The Compute Power Market (CPM) Project uses an economics approach for managing computational resource consumers and providers around the world in peer-to-peer computing style, the project said. It allows application users to access computing power with the ease and simplicity of accessing electric power from a wall socket, the group said, and allows consumers to choose computing power and resource providers that offer cost-effective service on demand, "thus creating a competitive market approach to service-oriented P2P computing."
The CPM Project Team@JXTA - Rajkumar Buyya, Fazilah Haron and Chan Huah Yong of the University of Melbourne and Universiti Sains Malaysia - noted that P2P computing applications such as SETI@Home have been developed as vertically integrated, application-specific solutions, which means that distributed applications need to be constructed on a case-by-case basis. To overcome that limitation, Sun Microsystems developed the JXTA generic peer-to-peer protocol, they said. The JXTA technology can be used to develop secure high-level services and applications for file sharing, collaborative applications and distributed computing, among other uses.
The CPM team was formed to develop distributed computing services using a computational economy framework.

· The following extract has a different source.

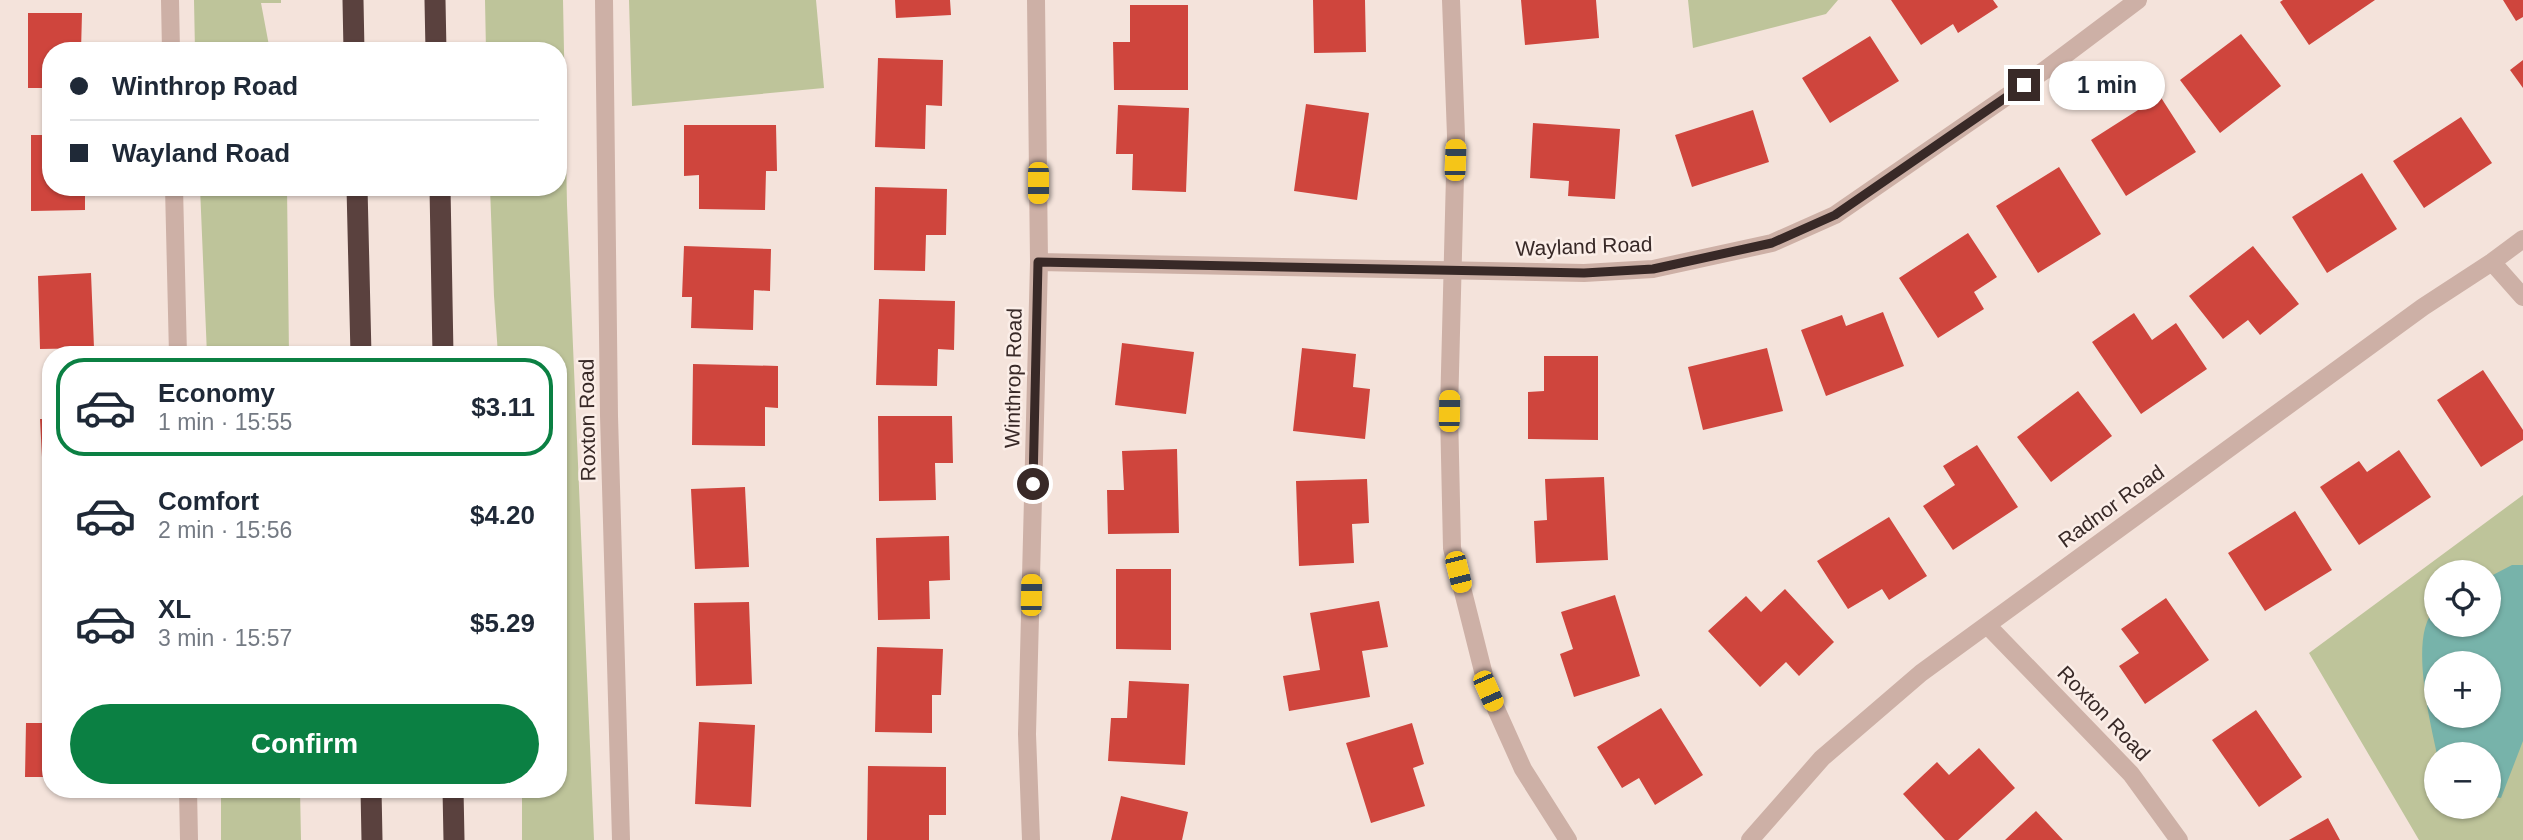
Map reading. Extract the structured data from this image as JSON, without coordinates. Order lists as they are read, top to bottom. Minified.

The collaboration was launched in early 2001 to apply Grid economies architecture developed at Monash University for peer-to-peer computing. The Compute Power Market development activities are hosted through the Sun's JXTA initiative. The CPM technologies enable the creation of market-maker, which brings together a consumer and supplier, the team said.
CPM consists of two actors, provider and consumer, and follows layered architecture. A secure P2P protocol layer is provided by JXTA services. Generic components make use of JXTA services to discover peers and join peer groups based on a market concept. A CPM core engine consists of market, accounting, job management, and trader, and an application programming layer is included. In the application/presentation layer, the team built one simple GUI on top of these services to allow users (consumers) to submit Java class or .exe files to run remotely on a producer peer. Consumers and providers discover and select which market to join. Providers can publish resources that they are willing to trade. Consumers input their cost and deadline and submit the task to the matched provider.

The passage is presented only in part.